Homer returns to the apartment with the princess, who disappears. As he tries to explain the situation to Chief Wiggum, he gets arrested moments before she gets back to the bar, where Moe finds himself bonding with Kemi. They spend the next day together seeing Springfield and having fun until Homer, having been bailed out by Lenny and Carl, finds them, angry that Moe has taken his job to care for the princess. Moe and Kemi evade Homer and when she gives him a kiss, a paparazzo takes the picture which is quickly viewed by her father on the Internet, leading him to declaring he will never sign the uranium deal with Burns. Kemi explains to her father that kiss was just friendly, which hurts Moe until she declares that Moe is a wonderful friend who made her happy. Homer dissuades the king from punishing her and urges him to let his daughter live her life as she wants, and the king relents and signs the deal.

==Production==
Richard Branson voiced himself in this episode as Mr. Burns' neighbor. He was previously drawn in a non-speaking appearance in the twenty-second season episode "Loan-a Lisa."

==Cultural references==
The title of the episode is a reference to the 1987 film, The Princess Bride.

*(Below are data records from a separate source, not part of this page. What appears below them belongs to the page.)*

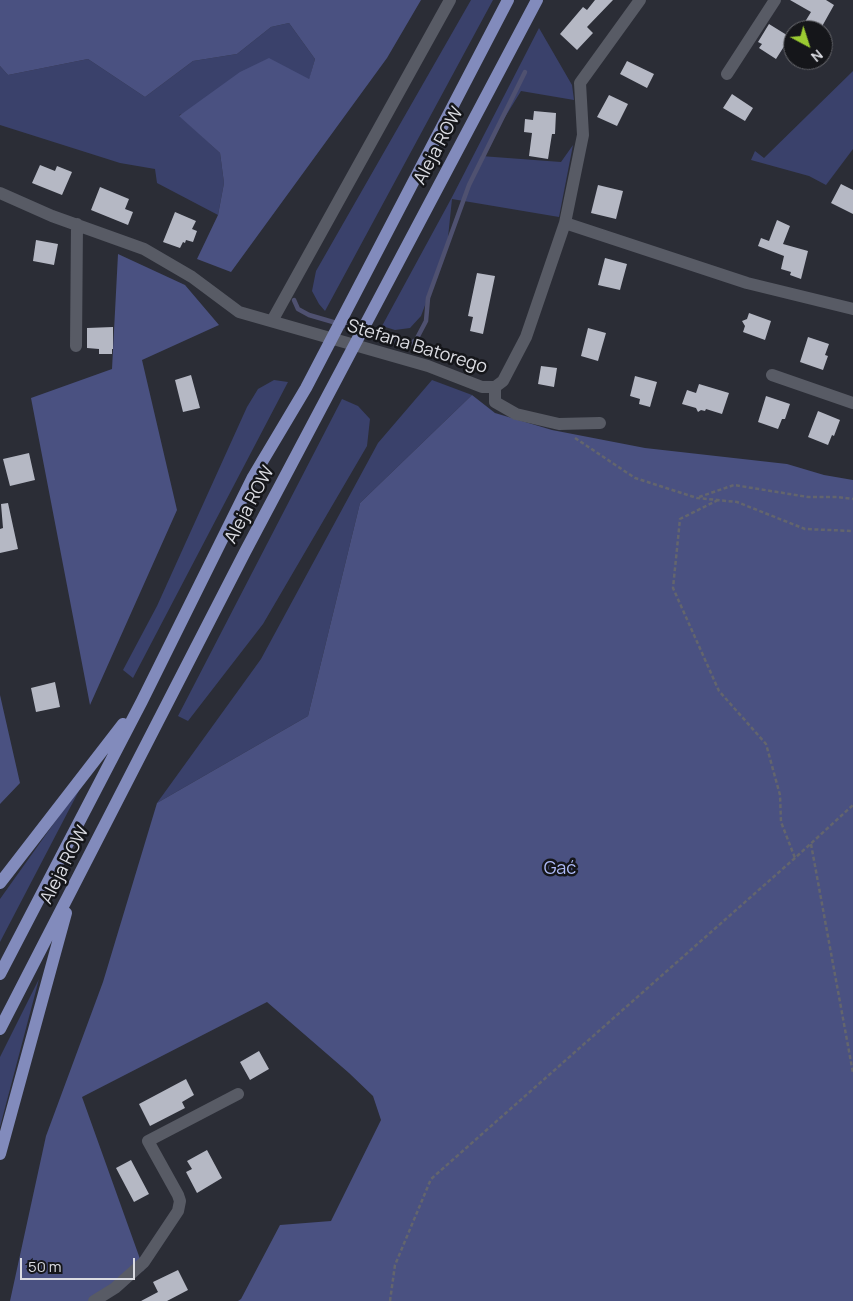 <!DOCTYPE html>
<html>
<head>
<meta charset="utf-8">
<style>
  body { margin:0 }
  #map { position:relative; width:853px; height:1301px; overflow:hidden; background:#2b2d36; font-family:Manrope,sans-serif }
  canvas { display:block }
  .north { position:absolute; left:783px; top:20px; width:50px; height:50px; box-sizing:border-box; background:#15161a; border:1px solid #64656a; border-radius:50%; rotate:140deg; font-size:14px; font-weight:700; line-height:20px; text-align:center; color:#dbdce2 }
  .north::after { content:''; display:block; margin:auto; width:18px; height:22px; background:#9bcb32; clip-path:polygon(50% 0,100% 100%,50% 72%,0 100%) }
  .scale { position:absolute; left:20px; top:1258px; width:115px; height:22px; box-sizing:border-box; border:2px solid #dbdce2; border-top:0; padding-left:6px; font-size:15px; line-height:18px; white-space:nowrap; color:#dbdce2; -webkit-text-stroke:4px #15161a; paint-order:stroke }
</style>
</head>
<body>
<div id="map">
<canvas width="853" height="1301"></canvas>
<div class="north">N</div>
<div class="scale">50 m</div>
</div>
<script>
const context = document.querySelector('canvas').getContext('2d');
context.lineJoin = 'round';
function fill(path, color) {
  context.fillStyle = color;
  context.fill(path, 'evenodd');
}
function shape(rows) {
  const path = new Path2D();
  for (const r of rows) {
    path.moveTo(r[0], r[1]);
    for (let i = 2; i < r.length; i += 2) path.lineTo(r[i], r[i + 1]);
  }
  return path;
}
function stroke(path, color, width, dash) {
  context.strokeStyle = color;
  context.lineWidth = width;
  context.lineCap = dash ? 'butt' : 'round';
  context.setLineDash(dash || []);
  context.stroke(path);
}
function drawText(font, color, halo, rows, align = 'center') {
  context.font = font + ' Manrope,sans-serif';
  context.lineWidth = 5;
  context.setLineDash([]);
  context.textBaseline = 'middle';
  context.strokeStyle = halo;
  context.fillStyle = color;
  for (const [text, x, y, turn = 0] of rows) {
    context.save();
    context.translate(x, y);
    context.rotate((+turn || 0) * Math.PI / 180);
    context.textAlign = isNaN(turn) ? turn : align;
    if (halo) context.strokeText(text, 0, 0);
    context.fillText(text, 0, 0);
    context.restore();
  }
}
const green = shape([
  [471,0,493,0,325,311,319,304,312,291,316,271],
  [289,23,315,59,309,80,179,115,220,153,224,183,218,215,157,183,155,169,120,163,0,125,0,66,8,75,88,59,145,97,193,61,237,54,271,27],
  [539,28,572,85,574,100,521,91,481,156,561,162,573,145,559,217,452,199,447,247,421,316,410,328,395,330,382,326,451,199],
  [853,71,853,149,826,185,809,176,751,160,755,151,764,158],
  [274,380,288,382,133,678,123,670,157,606,247,407,258,389],
  [432,380,472,395,360,503,308,716,157,803,261,659,378,443],
  [342,399,358,406,370,419,367,446,263,624,188,721,178,716],
  [84,781,0,942,0,899],
  [39,979,0,1127,0,1057]
]);
const forest = shape([
  [0,0,421,0,387,58,231,272,197,259,218,215,224,183,220,153,179,116,240,72,269,58,309,79,315,59,289,23,271,27,237,54,193,61,145,97,88,59,8,75,0,66],
  [118,254,185,285,219,325,142,360,177,510,90,705,31,398,112,369],
  [472,395,495,413,552,430,645,448,787,464,824,475,853,480,853,1301,238,1301,241,1299,280,1225,331,1221,381,1120,373,1096,349,1073,267,1002,82,1097,144,1270,101,1301,10,1301,46,1136,103,982,157,803,308,716,360,503],
  [0,695,20,783,0,804]
]);
const stream = shape([
  [294,300,298,309,309,315,405,343,411,343,416,340,426,321,428,298,469,185,525,72]
]);
const building = shape([
  [595,0,613,0,587,27,593,33,577,50,560,34,583,7,587,10],
  [790,0,826,0,834,5,820,30,800,30,811,12],
  [769,24,790,37,776,59,759,48,762,44,758,42],
  [627,61,654,74,647,88,620,74],
  [732,94,753,108,745,121,723,108],
  [609,95,628,104,617,126,597,117],
  [534,111,556,113,555,134,552,134,548,159,529,156,532,133,524,132,525,119,533,120],
  [40,165,55,171,57,166,72,172,62,195,32,183],
  [841,184,853,190,853,214,831,203],
  [598,185,623,191,616,219,591,213],
  [100,187,129,199,125,209,133,212,128,225,91,210],
  [175,212,196,221,192,229,197,231,193,242,186,240,185,243,183,242,180,248,163,242],
  [777,220,790,226,783,244,808,251,801,279,790,275,791,272,781,269,784,256,758,246,761,238,769,241],
  [36,240,58,244,54,265,33,261],
  [605,258,627,264,620,290,598,285],
  [477,273,495,276,483,334,470,331,473,317,468,316],
  [749,313,771,321,765,340,743,332,745,326,742,321,747,319],
  [113,327,113,349,112,349,112,354,99,354,99,349,87,348,87,328],
  [588,328,606,333,598,361,581,356],
  [808,337,829,344,825,355,828,356,823,370,800,362],
  [541,366,557,368,554,387,538,384],
  [191,375,200,408,183,412,175,380],
  [635,376,657,382,650,407,639,404,640,399,630,396],
  [699,384,729,393,722,414,706,409,705,411,701,410,698,412,696,408,682,404,687,390,696,393],
  [766,396,790,404,785,419,782,419,778,429,758,422],
  [818,411,840,420,834,436,832,435,828,445,808,437],
  [29,453,35,480,10,486,3,459],
  [8,503,18,549,0,553,0,529,3,528,1,504],
  [55,682,60,707,36,712,31,688],
  [259,1051,269,1069,250,1080,240,1062],
  [186,1079,194,1095,182,1102,185,1108,150,1126,139,1104],
  [207,1150,222,1178,197,1193,186,1172,192,1169,187,1161],
  [131,1160,149,1194,134,1202,116,1168],
  [178,1270,188,1290,167,1301,141,1301,158,1292,153,1282]
]);
const path = shape([
  [575,438,635,478,697,498,737,502,805,529,853,531],
  [699,497,734,485,808,497,838,497,853,499],
  [718,500,680,519,673,588,719,691,766,744,780,795,781,822,795,858],
  [811,844,853,1073],
  [390,1301,395,1265,431,1179,795,858,853,805]
]);
const minor = shape([
  [727,74,775,0],
  [0,193,52,216,144,249,192,277,239,312,428,366,482,387,495,387,503,381,526,337,565,223,583,135,580,83,640,0],
  [565,223,747,283,853,309],
  [272,321,450,0],
  [76,346,77,224],
  [772,375,853,403],
  [495,387,495,402,516,414,559,424,600,423],
  [94,1301,115,1288,144,1262,178,1211,180,1201,178,1195,148,1141,238,1094]
]);
const major = shape([
  [0,883,123,724],
  [0,974,142,701,253,477,306,388,508,0],
  [0,1029,245,552,537,0],
  [0,1154,66,913]
]);
const streetNames = [
  ["Aleja ROW",439,146,-62],
  ["Stefana Batorego",417,347,17],
  ["Aleja ROW",250,505,-62],
  ["Aleja ROW",65,865,-63]
];
const parkNames = [
  ["Gać",560,869]
];
fill(green, '#3a416b');
fill(forest, '#4a5181');
stroke(stream, '#4f5170', 4.5);
fill(building, '#b5b8c4');
stroke(path, '#63656d', 2.5, [4, 2.5]);
stroke(minor, '#585b65', 12);
stroke(major, '#828bbc', 12);
drawText('18px', '#dbdce2', '#15161a', streetNames);
drawText('18px', '#aebaf6', '#15161a', parkNames);
</script>
</body>
</html>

Moe recites a parody of Goodnight Moon when going to sleep. Kemi leaves Moe with the Nigerian books, Things Fall Apart and Home And Exile by Chinua Achebe, The Famished Road by Ben Okri and The Thing Around Your Neck by Chimamanda Ngozi Adichie.

==Reception==
===Viewing figures===
The episode received a 1.8 rating and was watched by a total of 3.93 million people, making it the second most watched show on Fox that night, behind the series premiere of The Last Man on Earth.

===Critical response===
Dennis Perkins of The A.V. Club gave the episode an A−, saying "Resting the show on Moe’s shoulders has been done before, sure—but never in so gracefully funny a manner as this. While never sacrificing Moe’s inherent and necessary misanthropy and general creepiness, the episode nonetheless builds a refreshingly warm and funny story around him. Honestly, it’s the best episode of season 26 so far."

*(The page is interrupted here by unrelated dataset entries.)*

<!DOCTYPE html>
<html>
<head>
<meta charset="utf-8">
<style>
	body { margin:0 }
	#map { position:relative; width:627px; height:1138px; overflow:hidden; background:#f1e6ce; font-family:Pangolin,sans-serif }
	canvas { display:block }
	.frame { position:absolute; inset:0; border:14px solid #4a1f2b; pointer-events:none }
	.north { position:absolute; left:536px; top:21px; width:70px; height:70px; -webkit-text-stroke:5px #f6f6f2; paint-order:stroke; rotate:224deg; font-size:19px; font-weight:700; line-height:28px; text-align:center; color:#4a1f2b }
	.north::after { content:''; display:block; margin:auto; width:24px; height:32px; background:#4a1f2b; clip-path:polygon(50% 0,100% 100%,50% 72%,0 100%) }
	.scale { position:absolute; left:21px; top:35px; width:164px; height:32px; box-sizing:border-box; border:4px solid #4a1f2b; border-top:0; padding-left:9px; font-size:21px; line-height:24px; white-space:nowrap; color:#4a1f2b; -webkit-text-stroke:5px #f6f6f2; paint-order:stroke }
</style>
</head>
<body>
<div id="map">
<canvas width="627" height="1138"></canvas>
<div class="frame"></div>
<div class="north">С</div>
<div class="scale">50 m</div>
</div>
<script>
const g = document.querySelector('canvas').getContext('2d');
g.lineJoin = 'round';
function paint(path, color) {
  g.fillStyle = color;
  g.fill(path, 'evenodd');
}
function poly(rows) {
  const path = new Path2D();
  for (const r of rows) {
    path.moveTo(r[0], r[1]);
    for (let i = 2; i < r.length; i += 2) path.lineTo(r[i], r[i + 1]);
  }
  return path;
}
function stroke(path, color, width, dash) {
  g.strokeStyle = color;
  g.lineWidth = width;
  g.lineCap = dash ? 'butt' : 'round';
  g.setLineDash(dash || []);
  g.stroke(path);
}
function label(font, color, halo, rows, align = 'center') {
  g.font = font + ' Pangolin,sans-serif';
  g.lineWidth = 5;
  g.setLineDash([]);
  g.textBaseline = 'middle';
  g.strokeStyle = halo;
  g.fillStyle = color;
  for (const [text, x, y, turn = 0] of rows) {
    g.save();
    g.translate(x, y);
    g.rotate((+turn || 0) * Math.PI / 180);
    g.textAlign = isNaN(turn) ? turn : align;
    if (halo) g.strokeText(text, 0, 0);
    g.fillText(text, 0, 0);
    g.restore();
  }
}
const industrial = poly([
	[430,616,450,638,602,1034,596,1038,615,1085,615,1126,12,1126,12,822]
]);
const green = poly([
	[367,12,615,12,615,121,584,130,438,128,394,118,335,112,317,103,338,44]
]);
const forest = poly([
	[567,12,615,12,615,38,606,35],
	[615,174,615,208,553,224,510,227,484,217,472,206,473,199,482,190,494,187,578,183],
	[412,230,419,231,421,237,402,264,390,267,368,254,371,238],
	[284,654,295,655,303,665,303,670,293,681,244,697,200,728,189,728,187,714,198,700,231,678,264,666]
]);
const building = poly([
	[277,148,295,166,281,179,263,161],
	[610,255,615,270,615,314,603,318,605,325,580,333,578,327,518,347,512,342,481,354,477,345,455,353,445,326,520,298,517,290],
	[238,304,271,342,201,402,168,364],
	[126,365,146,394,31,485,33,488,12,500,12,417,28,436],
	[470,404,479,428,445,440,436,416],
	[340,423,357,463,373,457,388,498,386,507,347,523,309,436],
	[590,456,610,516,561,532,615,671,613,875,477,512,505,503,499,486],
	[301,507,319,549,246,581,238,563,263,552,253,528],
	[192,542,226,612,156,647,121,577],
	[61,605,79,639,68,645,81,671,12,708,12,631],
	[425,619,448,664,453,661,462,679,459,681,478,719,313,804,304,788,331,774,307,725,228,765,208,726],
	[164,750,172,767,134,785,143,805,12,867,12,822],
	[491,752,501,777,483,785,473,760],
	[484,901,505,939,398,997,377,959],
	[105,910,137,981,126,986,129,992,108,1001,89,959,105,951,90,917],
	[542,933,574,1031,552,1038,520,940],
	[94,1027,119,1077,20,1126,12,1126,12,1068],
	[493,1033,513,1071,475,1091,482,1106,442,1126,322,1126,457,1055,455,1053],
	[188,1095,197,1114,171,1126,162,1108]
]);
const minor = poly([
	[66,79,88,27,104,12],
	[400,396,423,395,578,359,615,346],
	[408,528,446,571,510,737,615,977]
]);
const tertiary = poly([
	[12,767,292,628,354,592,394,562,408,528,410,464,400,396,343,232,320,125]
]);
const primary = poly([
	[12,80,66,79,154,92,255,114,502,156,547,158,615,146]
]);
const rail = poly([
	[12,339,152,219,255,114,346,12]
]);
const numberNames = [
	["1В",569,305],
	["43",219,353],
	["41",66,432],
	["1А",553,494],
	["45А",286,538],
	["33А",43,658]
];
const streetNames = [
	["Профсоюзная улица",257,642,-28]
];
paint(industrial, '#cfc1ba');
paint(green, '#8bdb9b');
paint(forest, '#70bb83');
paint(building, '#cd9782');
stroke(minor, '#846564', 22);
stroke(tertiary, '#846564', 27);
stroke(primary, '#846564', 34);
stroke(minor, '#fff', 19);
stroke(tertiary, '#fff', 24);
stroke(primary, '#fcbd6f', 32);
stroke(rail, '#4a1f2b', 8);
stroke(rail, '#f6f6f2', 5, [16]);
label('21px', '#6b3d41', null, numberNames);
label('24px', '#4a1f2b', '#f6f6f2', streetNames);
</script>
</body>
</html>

Tony Sokol of Den of Geek gave this episode 4 out of 5 stars. He called it a solid episode and highlighted the sight gags and jokes.

Furthermore, Bakwa did a two-part series on The Simpsons, wherein, bloggers, writers, cultural thinkers and academics were asked to comment on the episode. Most of the reactions highlighted poor research, one-dimensional characters, the challenge of portraying believable Nigerians, and the episode’s relatable character, Princess Kemi.

===Awards and nominations===
Hank Azaria won the Award for Outstanding Character Voice-Over Performance at the 67th Primetime Creative Arts Emmy Awards for his roles in the episode as Moe and the Pedicab driver. He was one of three The Simpsons actors to be nominated.